The primary purpose of this study was to investigate test usefulness for the five leading standardized speaking tests Task characteristics, scoring rubrics, and test methods were evaluated from these tests in order to further investigate the variances...
The primary purpose of this study was to investigate test usefulness for the five leading standardized speaking tests Task characteristics, scoring rubrics, and test methods were evaluated from these tests in order to further investigate the variances that influence speaking performances.

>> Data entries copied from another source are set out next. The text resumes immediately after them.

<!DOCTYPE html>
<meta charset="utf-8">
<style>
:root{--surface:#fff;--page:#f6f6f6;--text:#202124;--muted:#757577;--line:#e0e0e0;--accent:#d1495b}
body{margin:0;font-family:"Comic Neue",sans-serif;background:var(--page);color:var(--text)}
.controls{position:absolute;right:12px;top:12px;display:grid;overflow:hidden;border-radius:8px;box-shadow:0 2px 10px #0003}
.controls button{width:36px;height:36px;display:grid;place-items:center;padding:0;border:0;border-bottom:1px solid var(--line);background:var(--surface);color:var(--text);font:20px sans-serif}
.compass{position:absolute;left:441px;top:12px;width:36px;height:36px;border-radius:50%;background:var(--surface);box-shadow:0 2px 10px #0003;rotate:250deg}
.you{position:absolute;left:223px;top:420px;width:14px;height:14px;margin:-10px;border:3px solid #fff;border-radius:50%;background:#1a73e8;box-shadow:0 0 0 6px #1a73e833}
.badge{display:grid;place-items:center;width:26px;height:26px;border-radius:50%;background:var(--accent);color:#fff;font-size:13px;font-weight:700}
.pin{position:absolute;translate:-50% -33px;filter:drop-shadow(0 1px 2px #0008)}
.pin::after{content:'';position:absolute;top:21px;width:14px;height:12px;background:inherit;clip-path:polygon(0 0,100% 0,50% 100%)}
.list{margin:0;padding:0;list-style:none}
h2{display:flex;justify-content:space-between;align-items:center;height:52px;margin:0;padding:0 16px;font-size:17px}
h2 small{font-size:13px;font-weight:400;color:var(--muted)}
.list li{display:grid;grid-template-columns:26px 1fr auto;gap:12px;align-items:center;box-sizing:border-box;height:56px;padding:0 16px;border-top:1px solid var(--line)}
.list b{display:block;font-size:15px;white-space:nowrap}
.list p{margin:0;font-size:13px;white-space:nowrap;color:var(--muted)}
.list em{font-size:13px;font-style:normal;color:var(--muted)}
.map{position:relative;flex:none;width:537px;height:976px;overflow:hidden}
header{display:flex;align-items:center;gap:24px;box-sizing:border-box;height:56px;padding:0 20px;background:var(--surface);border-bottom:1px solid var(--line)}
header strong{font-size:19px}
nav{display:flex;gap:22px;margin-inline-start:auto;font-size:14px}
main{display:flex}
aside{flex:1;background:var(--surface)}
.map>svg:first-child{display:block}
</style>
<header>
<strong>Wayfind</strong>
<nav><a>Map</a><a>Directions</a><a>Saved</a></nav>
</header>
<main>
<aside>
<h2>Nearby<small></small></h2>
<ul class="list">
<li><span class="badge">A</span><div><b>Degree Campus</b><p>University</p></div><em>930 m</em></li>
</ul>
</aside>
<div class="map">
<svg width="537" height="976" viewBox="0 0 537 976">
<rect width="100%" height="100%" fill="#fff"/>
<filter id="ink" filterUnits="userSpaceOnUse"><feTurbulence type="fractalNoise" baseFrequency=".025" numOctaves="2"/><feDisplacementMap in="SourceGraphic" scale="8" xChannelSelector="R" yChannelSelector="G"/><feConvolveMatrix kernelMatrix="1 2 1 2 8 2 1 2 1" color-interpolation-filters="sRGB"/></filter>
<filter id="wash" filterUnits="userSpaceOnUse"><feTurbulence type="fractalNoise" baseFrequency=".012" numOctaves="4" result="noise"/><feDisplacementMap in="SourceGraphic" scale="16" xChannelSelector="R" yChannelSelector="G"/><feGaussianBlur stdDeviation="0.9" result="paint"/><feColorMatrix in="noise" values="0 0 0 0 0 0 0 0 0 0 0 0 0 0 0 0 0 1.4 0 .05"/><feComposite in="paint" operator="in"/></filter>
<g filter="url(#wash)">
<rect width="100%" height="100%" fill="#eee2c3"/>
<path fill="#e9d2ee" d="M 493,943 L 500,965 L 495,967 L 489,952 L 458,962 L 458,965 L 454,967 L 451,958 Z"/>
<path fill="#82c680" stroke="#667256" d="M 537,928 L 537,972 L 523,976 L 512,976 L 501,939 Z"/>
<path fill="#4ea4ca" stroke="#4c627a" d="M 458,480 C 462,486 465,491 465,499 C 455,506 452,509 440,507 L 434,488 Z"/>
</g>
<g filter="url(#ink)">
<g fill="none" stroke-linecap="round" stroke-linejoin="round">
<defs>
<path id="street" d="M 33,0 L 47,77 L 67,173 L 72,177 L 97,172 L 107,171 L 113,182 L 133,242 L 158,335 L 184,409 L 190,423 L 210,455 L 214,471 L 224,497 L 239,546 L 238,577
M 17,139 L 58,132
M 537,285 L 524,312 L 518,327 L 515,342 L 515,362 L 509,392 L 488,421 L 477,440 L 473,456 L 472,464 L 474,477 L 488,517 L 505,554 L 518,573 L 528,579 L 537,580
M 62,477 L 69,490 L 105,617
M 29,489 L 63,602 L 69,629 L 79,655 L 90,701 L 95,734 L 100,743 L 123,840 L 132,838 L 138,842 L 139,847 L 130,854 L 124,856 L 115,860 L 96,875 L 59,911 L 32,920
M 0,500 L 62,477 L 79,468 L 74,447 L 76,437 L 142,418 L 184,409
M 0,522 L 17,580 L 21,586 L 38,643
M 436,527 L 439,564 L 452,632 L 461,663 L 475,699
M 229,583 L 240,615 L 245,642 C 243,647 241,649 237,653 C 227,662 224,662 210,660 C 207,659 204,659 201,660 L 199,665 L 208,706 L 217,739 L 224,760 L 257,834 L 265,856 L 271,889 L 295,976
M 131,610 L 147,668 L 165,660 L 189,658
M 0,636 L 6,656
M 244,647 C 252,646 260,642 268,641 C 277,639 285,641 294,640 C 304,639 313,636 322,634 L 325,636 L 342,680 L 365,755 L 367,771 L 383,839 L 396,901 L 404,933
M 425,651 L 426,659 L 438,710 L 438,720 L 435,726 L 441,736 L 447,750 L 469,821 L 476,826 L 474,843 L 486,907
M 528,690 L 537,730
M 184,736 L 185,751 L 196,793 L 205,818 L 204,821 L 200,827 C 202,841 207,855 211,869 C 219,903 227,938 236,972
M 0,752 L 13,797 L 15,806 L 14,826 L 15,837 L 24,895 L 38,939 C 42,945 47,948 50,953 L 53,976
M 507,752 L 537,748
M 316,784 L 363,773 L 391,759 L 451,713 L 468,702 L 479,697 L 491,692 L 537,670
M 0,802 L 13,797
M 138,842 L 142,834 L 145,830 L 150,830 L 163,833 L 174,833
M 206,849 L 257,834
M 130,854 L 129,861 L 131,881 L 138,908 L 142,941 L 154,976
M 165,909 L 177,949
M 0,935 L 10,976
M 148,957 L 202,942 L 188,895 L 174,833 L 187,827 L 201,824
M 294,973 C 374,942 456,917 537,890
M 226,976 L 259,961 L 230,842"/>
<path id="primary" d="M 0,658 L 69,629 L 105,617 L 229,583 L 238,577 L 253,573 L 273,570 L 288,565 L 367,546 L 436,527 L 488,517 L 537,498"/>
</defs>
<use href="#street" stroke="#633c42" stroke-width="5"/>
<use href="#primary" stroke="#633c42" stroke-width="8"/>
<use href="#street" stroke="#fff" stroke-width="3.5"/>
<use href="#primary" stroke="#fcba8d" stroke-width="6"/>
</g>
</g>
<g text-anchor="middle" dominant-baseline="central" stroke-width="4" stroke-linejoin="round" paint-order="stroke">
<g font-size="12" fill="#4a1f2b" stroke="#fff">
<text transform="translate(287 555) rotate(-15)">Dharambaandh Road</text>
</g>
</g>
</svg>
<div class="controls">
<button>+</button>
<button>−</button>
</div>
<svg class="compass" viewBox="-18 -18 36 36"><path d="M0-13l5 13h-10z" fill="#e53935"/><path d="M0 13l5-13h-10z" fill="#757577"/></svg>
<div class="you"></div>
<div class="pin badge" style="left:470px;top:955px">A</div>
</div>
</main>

The following components of test usefulness were checked and measured: reliability, construct validity, authenticity, and interactiveness. Differences in task types, testing, and scoring methods were identified as sources of variance that influence speaking assessments. Therefore, the different test tasks and the contributions of the tasks relative to a test taker’s speaking ability were examined for test usefulness. Due to limited resources, actual one-on-one interviews are not always feasible in L2 testing conditions. Therefore, for this study the commonly substituted method of the Simulated Oral Proficiency Interview (SOPI), was administered, with results compared to the Oral Proficiency Interview (OPI) method. As various tasks require different scoring rubrics, the nature of these scoring rubrics was also examined to determine their impact on test takers.

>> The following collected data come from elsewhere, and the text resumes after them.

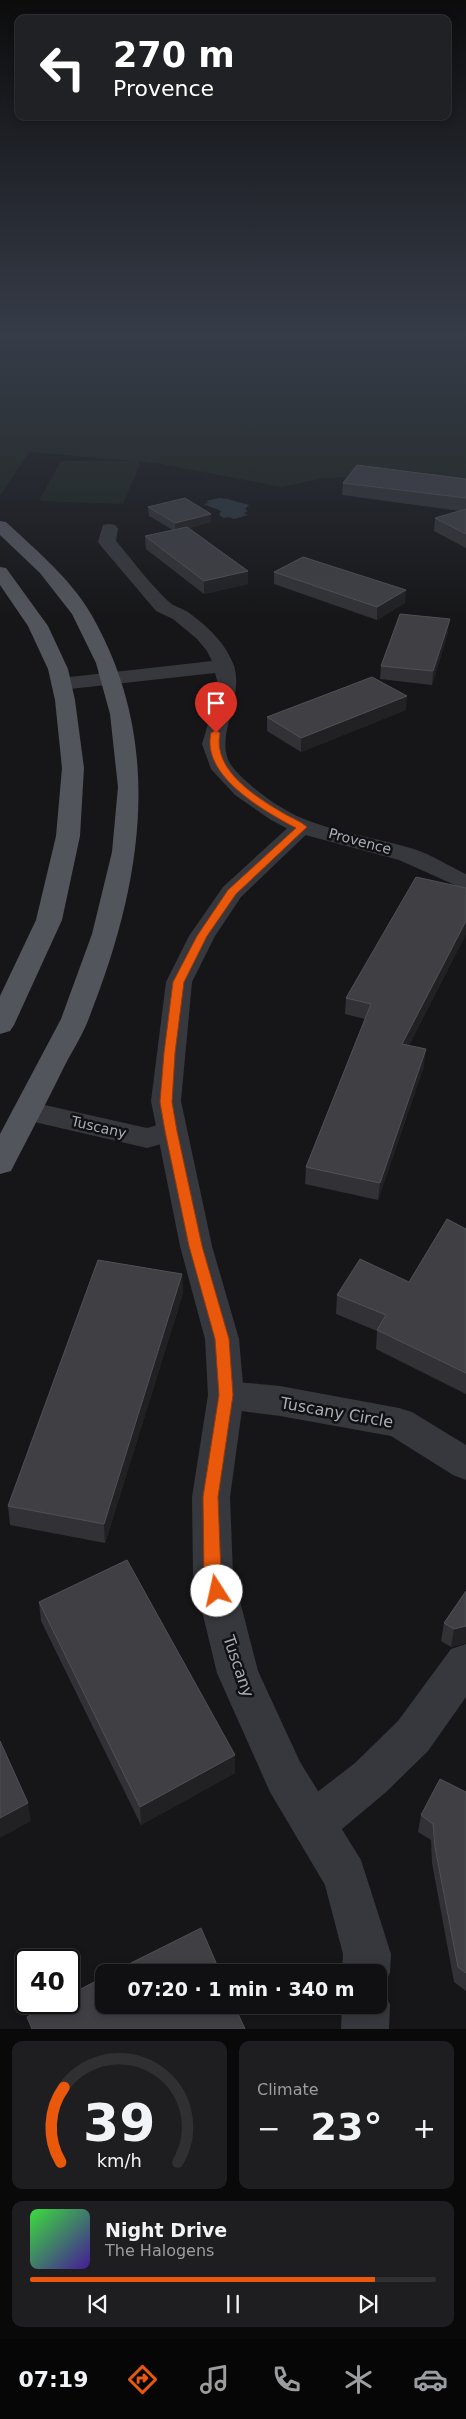 <!DOCTYPE html>
<meta charset="utf-8">
<style>
body{margin:0;font-family:"DejaVu Sans",sans-serif;background:#1e1e20;color:#f1f3f6;height:100vh;display:flex;flex-direction:column;font-size:19px;white-space:nowrap}
*{box-sizing:border-box;margin:0}
p{font-size:16px;color:#9c9d9f}
.icon{flex:none;width:28px;height:28px;fill:none;stroke:currentColor;stroke-width:2;stroke-linecap:round;stroke-linejoin:round}
.map{position:relative;height:2029px;overflow:hidden}
.drawer{display:flex;flex-direction:column;gap:12px;padding:12px;background:#09090a;flex:1}
.drawer>*{flex:none}
.hud{position:absolute;left:15px;top:15px;width:436px;height:105px;border-radius:10px;box-shadow:0 2px 8px #0003,0 0 0 1px #303032;background:#202124;color:#fff;overflow:hidden}
.speed{position:absolute;left:15px;top:1949px;display:flex;gap:10px;font-size:25px;font-weight:700;text-align:center}
.speed>*{display:grid;place-content:center;width:65px;height:65px;border-radius:50%;background:#101012;box-shadow:0 2px 8px #0003,0 0 0 1px #303032;line-height:1}
.speed .limit{border:2px solid #111;border-radius:8px;background:#fff;color:#111}
.pin{position:absolute;display:grid;place-items:center;width:42px;height:42px;color:#fff;margin:-51px -21px;border-radius:50% 50% 50% 0;rotate:-45deg;box-shadow:0 0 5px #0007}
.pin .icon{rotate:45deg}
.me{position:absolute;width:55px;margin:-28px;rotate:350deg;stroke-linejoin:round;filter:drop-shadow(0 0 4px #0008)}
.turn{display:flex;align-items:center;gap:18px;height:105px;padding:0 15px;font-size:22px}
.turn .icon{width:65px;height:65px;stroke-width:2.5}
.turn b{display:block;font-size:35px;line-height:42px}
.big{font-size:38px;font-weight:800;line-height:1.1}
.drawer .card{flex:1;display:flex;flex-direction:column;justify-content:center;gap:8px;min-width:0;padding:0 18px;border-radius:10px;background:#1e1e20}
.drawer .dial{align-items:center;gap:0}
.dial svg{height:130px;overflow:visible;fill:none;stroke:#303032;stroke-width:7;stroke-linecap:round;text-anchor:middle}
.dial text{fill:#f1f3f6;stroke:none}
.song{display:flex;align-items:center;gap:15px}
.cover{width:60px;height:60px;border-radius:8px;background:linear-gradient(135deg,hsl(120 70% 55%),hsl(260 70% 35%))}
.played{height:5px;border-radius:2px;background:linear-gradient(90deg,#ea580c 85%,#303032 85%)}
.keys{display:flex;justify-content:space-around;direction:ltr}
.heat{display:flex;justify-content:space-between;align-items:center;font-size:28px;direction:ltr}
.drawer .tiles{flex:1;display:grid;gap:12px;grid-template-columns:1fr 1fr}
.card:last-child{grid-column:span 2}
.trip{position:absolute;left:95px;top:1964px;width:292px;height:50px;border-radius:10px;background:#101012;box-shadow:0 2px 8px #0003,0 0 0 1px #303032;font-weight:800;line-height:50px;text-align:center}
.tabs{display:flex;height:80px;justify-content:space-around;align-items:center;background:#060607;color:#9c9d9f}
.tabs .icon{width:35px;height:35px}
.tabs .selected{color:#ea580c}
.tabs b{font-size:22px;color:#f1f3f6}
.map>svg:first-child{display:block}
</style>
<div class="map">
<svg width="466" height="2029" viewBox="0 0 466 2029">
<rect width="100%" height="100%" fill="#161618"/>
<!-- green -->
<polygon fill="#1c231d" points="0,337 466,337 466,482 419,475 324,478 282,487 161,464 137,461 140,464 123,504 42,501 39,500 61,461 132,461 29,452 0,496"/>
<!-- water -->
<polygon fill="#2c353c" points="219,498 228,499 249,505 245,509 248,511 244,513 248,515 234,519 229,517 224,518 219,515 221,511 203,504 209,503 206,501"/>
<g fill="none" stroke-linecap="round" stroke-linejoin="round">
<!-- minor -->
<g fill="#37383d" fill-rule="evenodd">
<path d="M 109,524 L 115,525 L 118,529 L 116,541 C 133,561 149,583 168,601 C 174,607 182,608 188,612 C 207,626 226,643 234,666 C 245,700 210,742 234,769 C 253,790 284,813 312,822 C 345,834 381,839 414,849 C 432,855 449,866 466,874 L 466,890 L 399,860 L 294,832 L 271,820 L 235,795 L 211,769 L 202,744 L 214,704 L 217,680 L 215,673 L 61,690 L 54,688 L 51,684 L 54,680 L 61,678 L 212,661 L 207,651 L 197,639 L 173,619 L 156,611 L 101,546 L 98,542 L 103,525 Z"/>
<polygon points="27,1101 147,1128 171,1121 182,1124 186,1131 182,1138 147,1148 17,1118 12,1111 17,1104"/>
<polygon points="226,1381 280,1386 399,1408 412,1412 466,1445 466,1480 453,1475 391,1436 280,1416 226,1409 213,1405 208,1395 213,1385"/>
<polygon points="466,1644 466,1697 428,1751 385,1793 330,1839 314,1845 298,1839 292,1823 298,1807 355,1763 398,1721 451,1649"/>
</g>
<!-- tertiary -->
<polygon fill="#37383d" fill-rule="evenodd" points="302,820 310,822 314,827 241,897 215,936 192,982 181,1101 212,1246 239,1339 244,1395 230,1497 233,1574 258,1671 300,1762 361,1860 391,1954 390,1972 383,1988 390,2005 389,2029 341,2029 342,2005 379,2005 379,1972 342,1972 343,1954 325,1885 270,1792 217,1673 193,1574 192,1497 208,1395 205,1339 180,1246 151,1101 166,982 189,936 223,887 294,822"/>
<!-- primary -->
<g fill="#53555c" fill-rule="evenodd">
<path d="M 0,521 L 6,522 C 36,550 70,578 91,614 C 166,744 142,884 89,1018 C 83,1034 73,1050 65,1065 C 49,1098 32,1130 15,1163 L 11,1171 L 0,1174 L 0,1134 L 61,1019 L 92,934 L 112,852 L 118,787 L 110,714 L 96,663 L 72,614 L 40,573 L 0,535 Z"/>
<polygon points="0,567 6,568 48,626 68,669 75,700 84,768 80,836 62,920 14,1025 10,1031 0,1034 0,996 36,920 56,836 62,768 55,700 48,669 28,626 0,585"/>
</g>
</g>
<!-- wall -->
<g fill="#323236">
<polygon points="466,479 466,548 434,531 435,518 460,511 342,495 343,483"/>
<polygon points="148,507 211,514 211,522 189,528 248,571 248,584 204,594 146,549 145,536 173,530 149,516"/>
<polygon points="274,572 405,603 377,620 274,584"/>
<polygon points="448,632 432,685 380,679 381,666"/>
<polygon points="406,710 301,752 267,731 267,717"/>
<polygon points="466,888 466,934 409,1045 424,1066 378,1200 305,1184 306,1167 365,1019 345,1014 346,998"/>
<polygon points="466,1229 466,1394 376,1349 377,1331 336,1314 337,1295 409,1282"/>
<polygon points="182,1274 183,1293 105,1543 10,1525 8,1506"/>
<polygon points="466,1591 466,1643 451,1647 441,1641 444,1623"/>
<polygon points="39,1602 235,1773 141,1825 41,1621"/>
<polygon points="466,1792 466,1991 454,1982 432,1863 431,1840 418,1832 421,1815"/>
</g>
<!-- shaded-wall -->
<g fill="#212124">
<polygon points="211,514 211,522 175,532 175,523"/>
<polygon points="248,571 248,584 204,594 204,581"/>
<polygon points="406,590 405,603 377,620 377,607"/>
<polygon points="450,619 448,632 432,685 433,671"/>
<polygon points="407,696 406,710 301,752 301,738"/>
<polygon points="466,921 466,934 401,1061 402,1044"/>
<polygon points="426,1049 424,1066 378,1200 380,1183"/>
<polygon points="182,1274 183,1293 105,1543 104,1524"/>
<polygon points="466,1626 466,1643 451,1647 454,1629"/>
<polygon points="235,1755 235,1773 141,1825 140,1807"/>
<polygon points="28,1803 31,1821 0,1838 0,1818"/>
</g>
<!-- building -->
<g fill="#3f3f44" stroke="#4f5156">
<polygon points="357,465 466,479 466,498 343,483"/>
<polygon points="185,498 211,514 175,523 148,507"/>
<polygon points="466,509 466,534 435,518"/>
<polygon points="187,527 248,571 204,581 145,536"/>
<polygon points="303,557 406,590 377,607 274,572"/>
<polygon points="400,614 450,619 433,671 381,666"/>
<polygon points="372,677 407,696 301,738 267,717"/>
<polygon points="416,877 466,888 466,921 402,1044 426,1049 380,1183 306,1167 371,1004 346,998"/>
<polygon points="447,1219 466,1229 466,1373 377,1330 386,1315 337,1295 360,1259 409,1282"/>
<polygon points="98,1260 182,1274 104,1524 8,1506"/>
<polygon points="127,1560 235,1755 140,1807 39,1602"/>
<polygon points="466,1591 466,1626 454,1629 444,1623"/>
<polygon points="0,1741 28,1803 0,1818"/>
<polygon points="440,1779 466,1792 466,1973 458,1967 435,1847 433,1824 421,1815"/>
<polygon points="201,1928 220,1972 113,1972"/>
<polygon points="104,1977 104,2005 234,2005 245,2029 32,2029 27,2017 55,2002 69,2002 69,1995"/>
</g>
<!-- sky -->
<linearGradient id="sky" x2="0" y2="1"><stop stop-color="#0c0c0d"/><stop offset="0.54" stop-color="#363c48"/><stop offset="1" stop-color="#363c48" stop-opacity="0"/></linearGradient>
<rect width="466" height="621" fill="url(#sky)"/>
<!-- route -->
<path fill="#ea580c" stroke="#983908" d="M 216,730 L 220,733 C 212,770 256,797 283,813 C 291,818 301,821 307,827 L 236,894 L 207,936 L 184,982 L 175,1053 L 172,1102 L 177,1131 L 202,1246 L 229,1339 L 233,1395 L 218,1497 L 221,1574 L 225,1591 L 223,1596 L 217,1598 L 211,1596 L 204,1574 L 203,1497 L 219,1395 L 215,1339 L 189,1246 L 165,1131 L 160,1102 L 164,1053 L 173,982 L 197,936 L 228,890 L 296,828 C 264,811 201,776 211,733 Z"/>
<g text-anchor="middle" stroke-width="5" stroke-linejoin="round" paint-order="stroke">
<!-- street labels -->
<g font-size="14" fill="#a8adb8" stroke="#111113">
<text transform="translate(360 841) rotate(15)" y="5">Provence</text>
<text transform="translate(99 1127) rotate(13)" y="5">Tuscany</text>
</g>
<!-- near-street labels -->
<g font-size="16" fill="#a8adb8" stroke="#111113">
<text transform="translate(337 1412) rotate(10)" y="6">Tuscany Circle</text>
<text transform="translate(239 1666) rotate(71)" y="6">Tuscany</text>
</g>
</g>
</svg>
<div class="speed"><div class="limit">40</div></div>
<div class="pin" style="left:216px;top:733px;background:#d93025"><svg class="icon" aria-label="arrive" viewBox="0 0 24 24"><path d="M6 21V4h12l-3 4 3 4H6"/></svg></div>
<svg class="me" style="left:217px;top:1591px" viewBox="-20 -20 40 40"><circle r="19" fill="#fff"/><path d="M0-13L10 11 0 6-10 11z" fill="#ea580c"/></svg>
<div class="trip">07:20 · 1 min · 340 m</div>
<div class="hud">
<div class="turn"><svg class="icon" aria-label="left" viewBox="0 0 24 24"><path d="M17 20v-9H6M10 6l-5 5 5 5"/></svg><div><b>270 m</b>Provence</div></div>
</div>
</div>
<section class="drawer">
<div class="tiles">
<div class="card dial"><svg viewBox="0 0 100 80">
<path d="M14 69A42 42 0 1 1 86 69"/>
<path d="M14 69A42 42 0 0 1 16 23" stroke="#ea580c"/>
<text x="50" y="56" font-size="32" font-weight="700">39</text>
<text x="50" y="72" font-size="11">km/h</text>
</svg></div>
<div class="card"><p>Climate</p>
<div class="heat"><a>−</a><b class="big">23°</b><a>+</a></div>
</div>
<div class="card">
<div class="song"><i class="cover"></i><div><b>Night Drive</b><p>The Halogens</p></div></div>
<div class="played"></div>
<div class="keys"><svg class="icon" aria-label="previous" viewBox="0 0 24 24"><path d="M18 5L8 12l10 7zM5 5v14"/></svg><svg class="icon" aria-label="pause" viewBox="0 0 24 24"><path d="M8 5v14M16 5v14"/></svg><svg class="icon" aria-label="next" viewBox="0 0 24 24"><path d="M6 5l10 7-10 7zM19 5v14"/></svg></div>
</div>
</div>
</section>
<nav class="tabs">
<b>07:19</b>
<svg class="icon selected" aria-label="directions" viewBox="0 0 24 24"><path d="M12 3l9 9-9 9-9-9zM9 14v-3h6M13 9l2 2-2 2"/></svg>
<svg class="icon" aria-label="music" viewBox="0 0 24 24"><path d="M9 18V5l10-2v13"/><circle cx="6" cy="18" r="3"/><circle cx="16" cy="16" r="3"/></svg>
<svg class="icon" aria-label="phone" viewBox="0 0 24 24"><path d="M5 4h4l2 5-3 2q2 4 5 5l2-3 5 2v4C11 20 4 13 5 4z"/></svg>
<svg class="icon" aria-label="climate" viewBox="0 0 24 24"><path d="M12 3v18M4 7l16 10M4 17L20 7"/></svg>
<svg class="icon" aria-label="car" viewBox="0 0 24 24"><path d="M5 17H2v-5l4-1 3-4h7l3 4 3 1v5h-3M9 17h6M6 11h13"/><circle cx="7" cy="17" r="2"/><circle cx="17" cy="17" r="2"/></svg>
</nav>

To address these issues, two tasks from the Test of English for International Communication (TOEIC) Speaking, the Test of English Proficiency developed by Seoul National University (TEPS) Speaking, the International English Language Testing System (IELTS) Speaking – General Training, the Test of English as a Foreign Language (TOEFL) iBT Speaking, and the American Council on the Teaching of Foreign Languages (ACTFL) Oral Proficiency Interview Computer Test (OPIc) were administered to seventy four college students. These standardized tests were administrated using the SOPI method, while the one-on-one interview was conducted following the OPI method. Examinees’ performances were rated three times: first, according to a rubric based on communicative language ability (CLA), and then following the rubric that originally accompanied each task, and finally according to a holistic rubric. Task completion was added to the CLA rubric to further examine the task effects on the test takers. After this, the data were analyzed using several analytic methods, including a multi-faceted Rasch model and factor analysis.
The results indicated that the TOEFL and IELTS had the most overall usefulness, characterized by a good degree of authenticity and interactiveness. On the other hand, the TOEIC was the least useful test, with an ill-defined Target Language Use (TLU) task and TLU domain. Factor analysis revealed that unlike the high correlation found among all the tests and the interview from the preliminary reliability estimation and previous research, no other test loaded on the same factor as the interview. Therefore, while OPI may not be a replica of real communication, it was at least found to measure different constructs of speaking ability when compared to the other SOPI methods.
For the task evaluation, the results indicated that overall, the TOEFL and the IELTS with integrated tasks had the highest test usefulness. These two tasks were also the most difficult tasks for the test takers and they both had a high degree of authenticity and interactiveness. On the other hand, a low degree of authenticity and interactiveness did not necessarily coincide with ease of the test task. Therefore, the qualities of a test task should not be evaluated independently, nor determined by a single quality of a given test. The findings also revealed latent factors based not on the operational constructs of speaking ability, but according to the tasks. Different scoring rubrics yielded different performance measures; however, a CLA rubric and holistic scoring were consistent in producing stable measures, regardless of the different tasks.
Based on findings on test usefulness and the variables that affect speaking ability, it is recommended to first develop a test that has a well-defined TLU domain in order to improve the quality of speaking assessments in current English as a Foreign Language (EFL) settings. The correspondences between the TLU domain, the TLU task, and the test task were shown to be the most important features of test usefulness. Next, it was found that assessing speaking ability via the SOPI method is necessary yet provides insufficient evidence for the test taker’s speaking ability. Therefore, the SOPI method should be accompanied by the OPI method. When such assessments are not feasible, as in most cases for our L2 learning environments, task selection for a SOPI test should include at least one task that is similar to a one-on-one interview in terms of the task characteristics and test usefulness.